# New Member With Questions Re: Lange 6302A Stove



## Windswept (Sep 15, 2015)

Good day everyone, 

I recently purchased a house that for decades has been heated primarily by a beautiful blue Lange 6302A stove in the living room. The exterior of the stove is in good shape but the interior baffle is badly warped and cracked, the interior rear liner is missing and the damper plate that operates the baffle is curved (and I assume warped). Replacement parts from Woodsmans Parts Plus will cost over $500 with shipping.

I like the fact that this stove can keep a fire going overnight, and that it can take longer logs. I don't like that it will cost such a big chunk of $$ to fix the stove and that the stove does not have a window so that one can see the fire.

So my first question is, is it worth the cost to fix this stove, or is there another model wood stove that I should be looking for used that can be had in this same price range, a stove that can keep a fire overnight and that has a good sized firebox (and that has a window)? I am looking to heat a home of about 1600 square feet. 

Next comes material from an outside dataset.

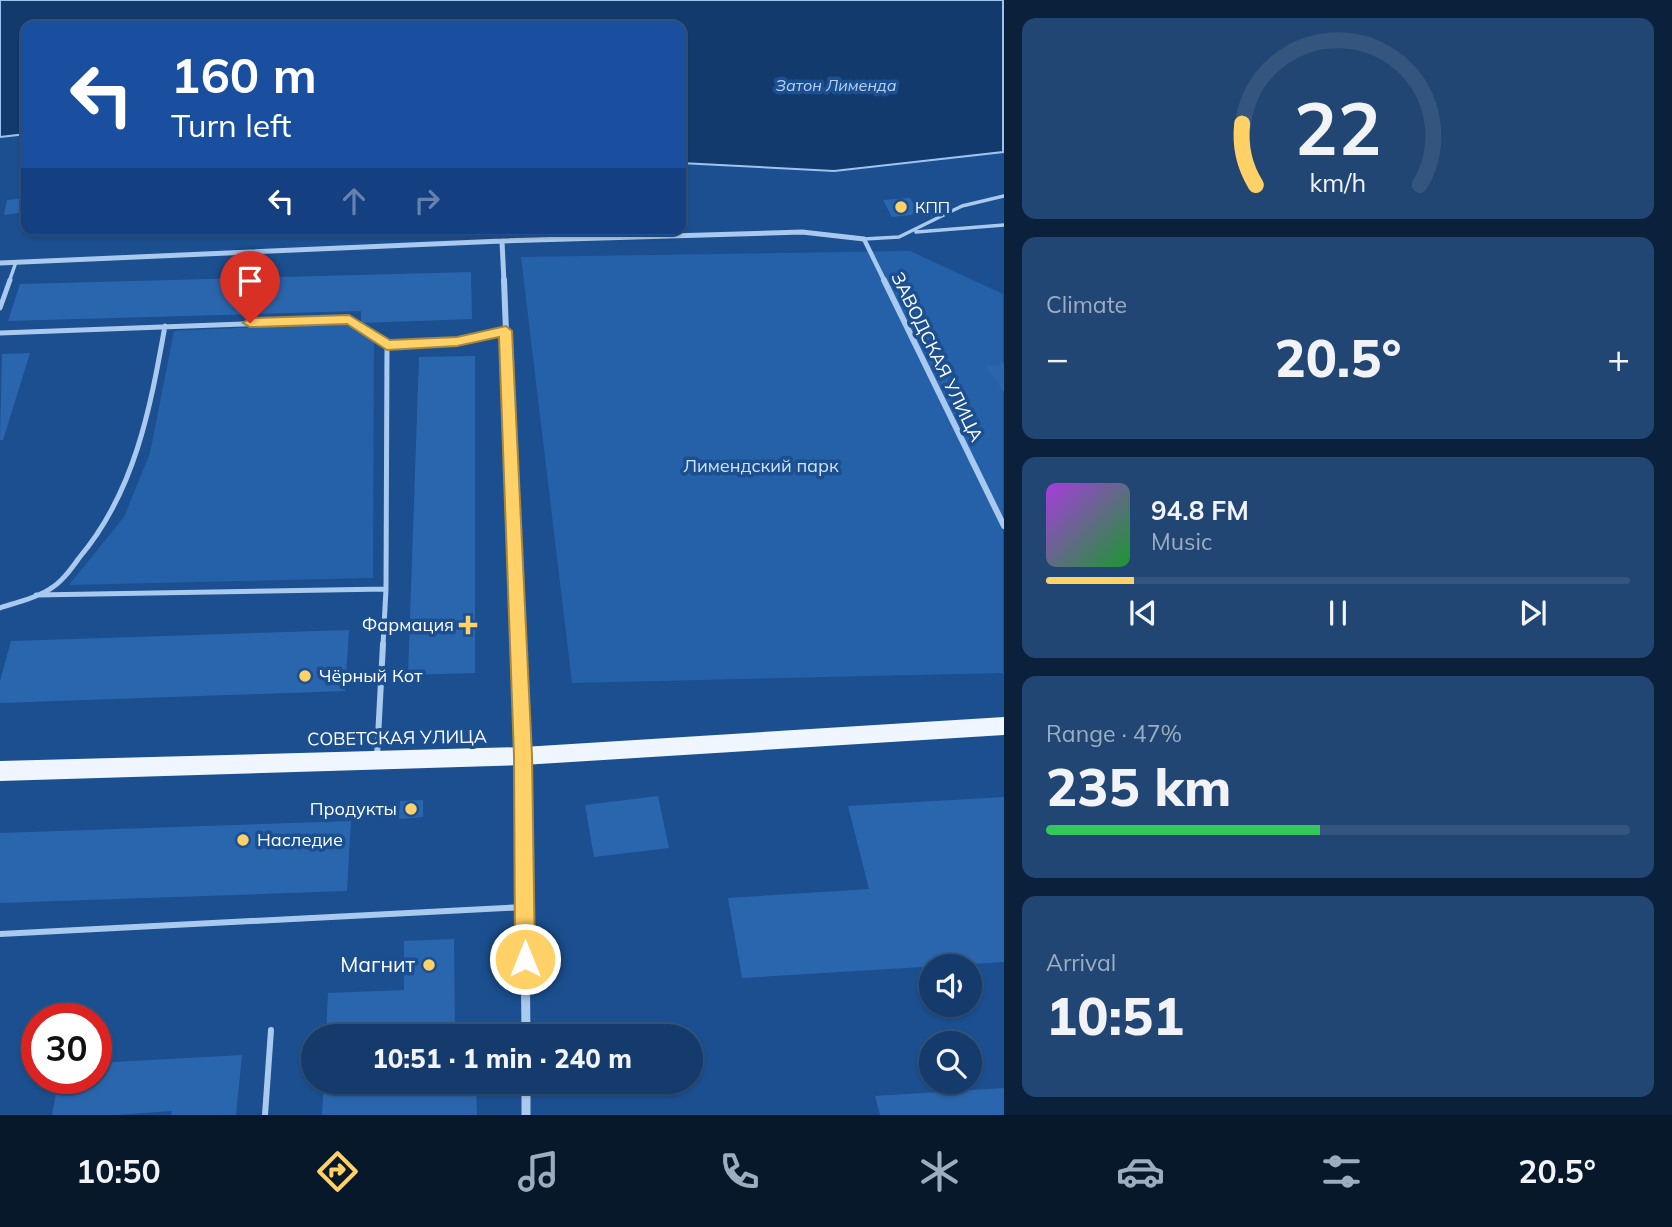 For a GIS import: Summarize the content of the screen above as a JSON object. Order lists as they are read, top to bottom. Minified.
{"streets":{"main road":["СОВЕТСКАЯ УЛИЦА"],"street":["ЗАВОДСКАЯ УЛИЦА"]},"water":["Затон Лименда"],"parks":["Лимендский парк"],"places":{"other":["КПП","Чёрный Кот","Продукты","Наследие","Магнит"],"health":["Фармация"]},"page":{"turn":["160 m","Turn left"],"tile":["Climate",["Range · 47%","235 km"],["Arrival","10:51"]],"heat":["−","20.5°","+"],"song":["94.8 FM","Music"],"limit":"30","trip":"10:51 · 1 min · 240 m","tabs":["10:50","20.5°"],"gauge":["22","km/h"]}}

My second question is, if I decide to repair the Lange, how do I use it properly? I haven't a clue how to make use of the upper chamber feature. Does one close the damper plate when lighting and open it for burning? There are two dampers in the front of the stove, one above the other. How does one use these to best effect?

Thanks very much, 

Kevin


----------



## begreen (Sep 15, 2015)

The Lange is a classic and a decent heater. If the exterior is in good shape then yes, it can be brought back to like new operating condition. I would recommend a complete teardown and rebuild at this age. Whether that is worth it to you or not is your decision. For frame of reference a fully restored one in peak season can go from $800 to $1200. Personally I really like them. If it were my stove I would invest in it for another 25 yrs of life.


----------



## Windswept (Sep 15, 2015)

Thanks for the information, begreen. It is a beautiful stove so I am leaning in the direction of rebuilding it. Regarding my second question, how does one operate the upper baffle and the lower two dampers to maximize heat and efficiency?


----------



## begreen (Sep 15, 2015)

I've come close, but have never had the good fortune to own a Lange. It's good to hear you want to restore it.

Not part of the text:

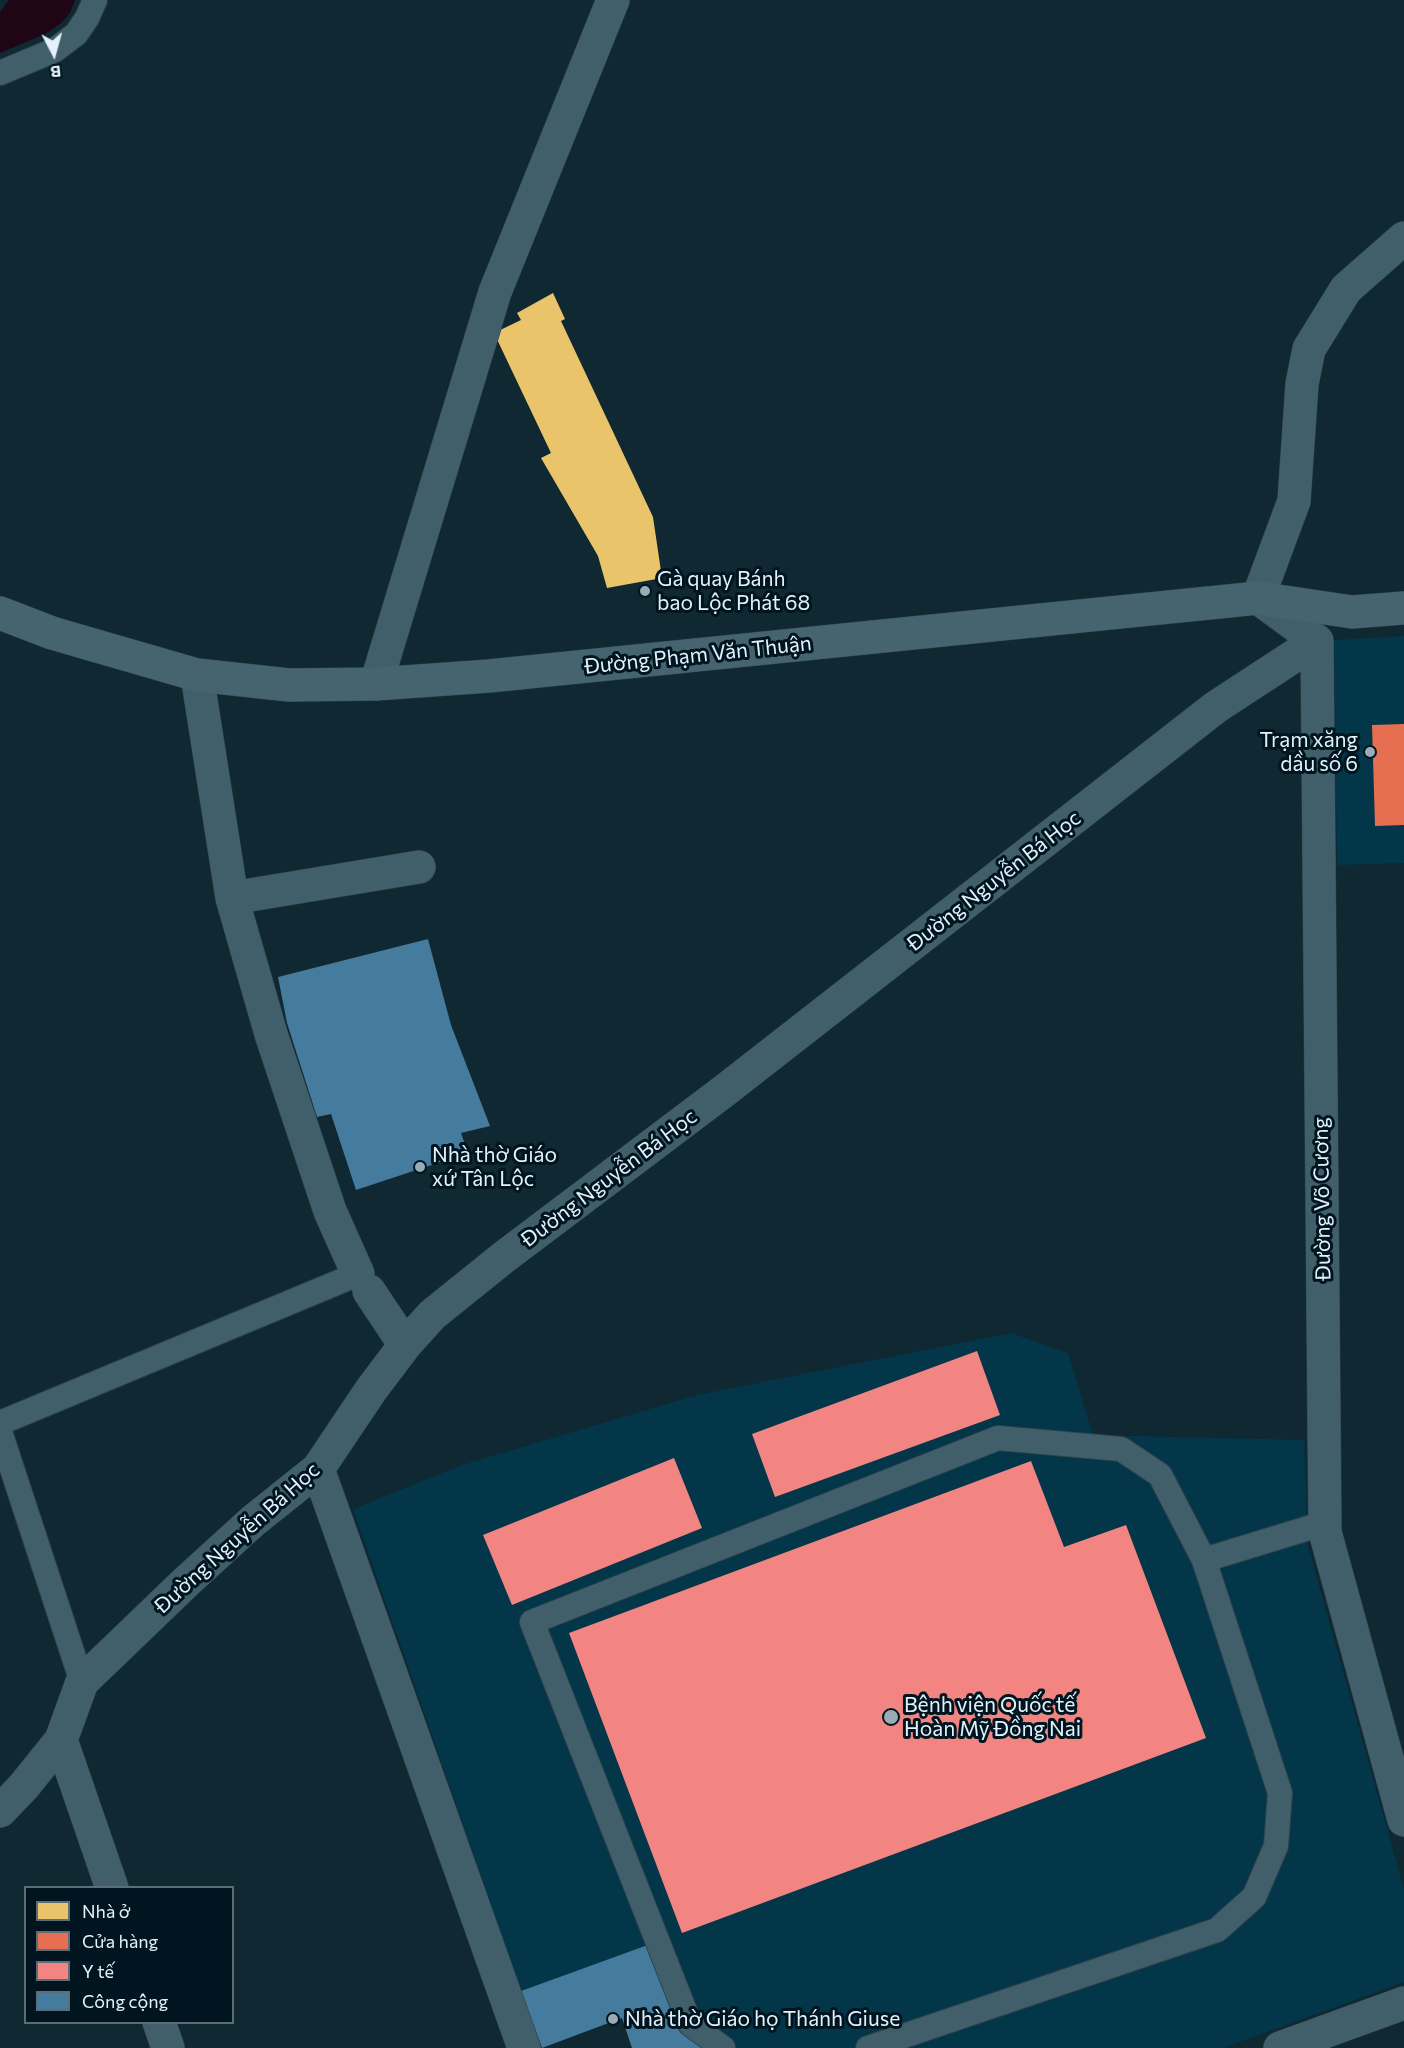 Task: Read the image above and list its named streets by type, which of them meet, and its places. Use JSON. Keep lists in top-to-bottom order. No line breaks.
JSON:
{"streets":{"main road":["Đường Phạm Văn Thuận"],"street":["Đường Nguyễn Bá Học","Đường Võ Cương"]},"crossings":[["Đường Nguyễn Bá Học","Đường Võ Cương"]],"places":["Gà quay Bánh bao Lộc Phát 68","Trạm xăng dầu số 6","Nhà thờ Giáo xứ Tân Lộc","Bệnh viện Quốc tế Hoàn Mỹ Đồng Nai","Nhà thờ Giáo họ Thánh Giuse"],"legend":["Nhà ở","Cửa hàng","Y tế","Công cộng"],"north":"bottom"}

As far as operation, what do you mean by operating the upper baffle? As far as I recall there are only two air controls on this stove. The lower one can be thought of as the start up control. It puts air down low at the base of the fire. The upper air control provides air for secondary combustion to burn unburnt gases as they make the turn around the baffle. Start the fire with at least the bottom air control open full. Once the fire is going well close down the lower control until it is just a little open and open up the upper control a bit. You'll have to experiment a while to get this right. It depends on the wood and the stage of the burn. Basically you start off feeding air to the base of the fire and gradually switch to feeding much more secondary air than bottom air. You may find with good dry wood that you can almost close off the lower control completely. A stove top thermometer and an eye on the chimney cap for smoke will guide you. To get the best results only burn fully seasoned wood.


----------



## Windswept (Sep 15, 2015)

Thank you - that helps. What I mean by operating the upper baffle is the pushing or pulling of the threaded rod that controls the opening in the baffle to the upper chamber. The two lower dampers are the two round controls, one above the other, that control air flow to the lower chamber.


----------



## begreen (Sep 15, 2015)

Cool. Now you are teaching me. I didn't know about that feature. I just looked at the parts diagram and see  it has a bypass. That should be open for starting or reloading the stove and closed once it is burning well.


----------



## Windswept (Sep 15, 2015)

So the baffle to the upper chamber should be open while starting or reloading the stove? Sorry, I'm a bit confused..


----------



## begreen (Sep 15, 2015)

Yes. This is usually called a bypass because it bypasses the circuitous smokepath around the baffle to a straight up the flue option.


----------



## Windswept (Sep 16, 2015)

Ah - that makes sense.. Thanks for the clarification.


----------



## dbrenn08 (Jan 23, 2016)

New member here looking for instructions on proper operation of this model lange stove.  I just bought a house with a Lange model 6302A black wood stove.  I am new to wood stoves and was hoping for step by step instructions on how to light and operate this stove properly.  I saw this post and thought I might get some help from someone with the same stove.  Thank you.


----------



## BeachBumm (Aug 10, 2017)

dbrenn08 said:


> New member here looking for instructions on proper operation of this model lange stove.  I just bought a house with a Lange model 6302A black wood stove.  I am new to wood stoves and was hoping for step by step instructions on how to light and operate this stove properly.  I saw this post and thought I might get some help from someone with the same stove.  Thank you.



Did you find the answers for your new stove?  I used the same stove for many years, if you need some tips.


----------